Thomas Jefferson University

Video: Commitment to Honesty with Patients | Commentaries


A Faculty Perspective

Acute upper respiratory infections are the most frequent reasons for seeking medical attention in the United States. Although most of these infections are viral in origin and self limited in nature, they account for up to 75% of total antibiotic prescriptions written yearly1, 3, 4. Many randomized, placebo-controlled trials of upper respiratory illness have found no benefit for patients taking antibiotics compared with placebo. Yet, of 51 million visits for "colds", upper respiratory tract infections and bronchitis in the United States in a year, 50-66% culminated in an antibiotic prescription2. The consequence of this excessive use of unnecessary antibiotics has been an epidemic spread of antibiotic resistance not only in the United States, but worldwide1. Why physicians continue to prescribe antibiotics when they are not clearly indicated is a complex issue.

Though guidelines for diagnosis and treatment of upper respiratory infections have been developed, physicians often prescribe antibiotics that are not clearly indicated5. It is difficult for a physician to be in a position where an illness might be made worse by inaction or a where a chance to relieve symptoms might be missed. Though we can stratify patients based on symptoms and estimate the probability of bacterial infection, symptoms are often nonspecific and we are still left with uncertainty. Some clinicians prescribe antibiotics believing that a fraction of their patients will obtain benefit. By prescribing antibiotics, we hope to prevent the remote case of a bad outcome1. How do we know how to proceed? Very often we don't. Medicine is an uncertain art and clinical judgment develops with time and experience.

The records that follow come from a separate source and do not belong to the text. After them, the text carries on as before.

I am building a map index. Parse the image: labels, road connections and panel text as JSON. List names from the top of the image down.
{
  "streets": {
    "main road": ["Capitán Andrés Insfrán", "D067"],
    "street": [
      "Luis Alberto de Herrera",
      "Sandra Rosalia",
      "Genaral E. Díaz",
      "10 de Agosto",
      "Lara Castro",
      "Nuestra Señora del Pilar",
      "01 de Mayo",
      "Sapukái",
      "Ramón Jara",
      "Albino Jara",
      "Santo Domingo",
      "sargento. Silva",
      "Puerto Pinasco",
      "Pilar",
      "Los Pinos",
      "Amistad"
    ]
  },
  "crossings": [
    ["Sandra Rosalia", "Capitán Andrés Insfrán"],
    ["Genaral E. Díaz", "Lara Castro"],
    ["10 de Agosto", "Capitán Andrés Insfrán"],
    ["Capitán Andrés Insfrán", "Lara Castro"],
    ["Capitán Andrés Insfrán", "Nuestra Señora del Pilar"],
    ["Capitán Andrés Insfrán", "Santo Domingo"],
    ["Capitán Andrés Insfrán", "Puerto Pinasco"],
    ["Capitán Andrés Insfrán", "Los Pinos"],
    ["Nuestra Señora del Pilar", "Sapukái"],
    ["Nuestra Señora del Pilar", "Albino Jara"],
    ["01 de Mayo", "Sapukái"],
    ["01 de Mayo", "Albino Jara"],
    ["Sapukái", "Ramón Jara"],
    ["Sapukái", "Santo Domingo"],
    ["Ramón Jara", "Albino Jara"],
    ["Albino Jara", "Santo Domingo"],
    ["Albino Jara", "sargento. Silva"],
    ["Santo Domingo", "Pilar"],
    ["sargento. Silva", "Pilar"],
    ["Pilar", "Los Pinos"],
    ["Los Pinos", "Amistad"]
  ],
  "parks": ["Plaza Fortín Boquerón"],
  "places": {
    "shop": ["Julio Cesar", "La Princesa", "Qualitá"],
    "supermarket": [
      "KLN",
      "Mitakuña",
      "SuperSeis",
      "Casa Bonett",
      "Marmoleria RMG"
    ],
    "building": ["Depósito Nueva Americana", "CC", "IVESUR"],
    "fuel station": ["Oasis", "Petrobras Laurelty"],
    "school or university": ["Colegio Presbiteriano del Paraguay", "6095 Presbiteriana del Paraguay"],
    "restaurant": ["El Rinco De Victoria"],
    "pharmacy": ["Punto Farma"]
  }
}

In many cases, the physician's decision has more to do with the physician-patient relationship than the physician's diagnostic skills. The concept of antibiotic resistance is abstract and the patient's perceived need is immediate. Giving an antibiotic is a personal act, one which shows the patient that the doctor is involved and that he or she cares. It also means that the physician has made a diagnosis and knows what to do to make the patient better. It has been said that "the drug prescription prolongs the physician-patient encounter by enabling the patient to ingest a "dose of the doctor" several times a day"2. Patients can be quite vocal with demands for an antibiotic, especially if they have received one in the past. Sometimes it is easier to avoid a confrontation by giving in to a patient's demand for an antibiotic.

Also it is time consuming for the physician to explain why an antibiotic is not indicated and to reassure the patient that this is the right decision. Writing a prescription for an antibiotic is much faster. It completes the encounter and terminates the visit.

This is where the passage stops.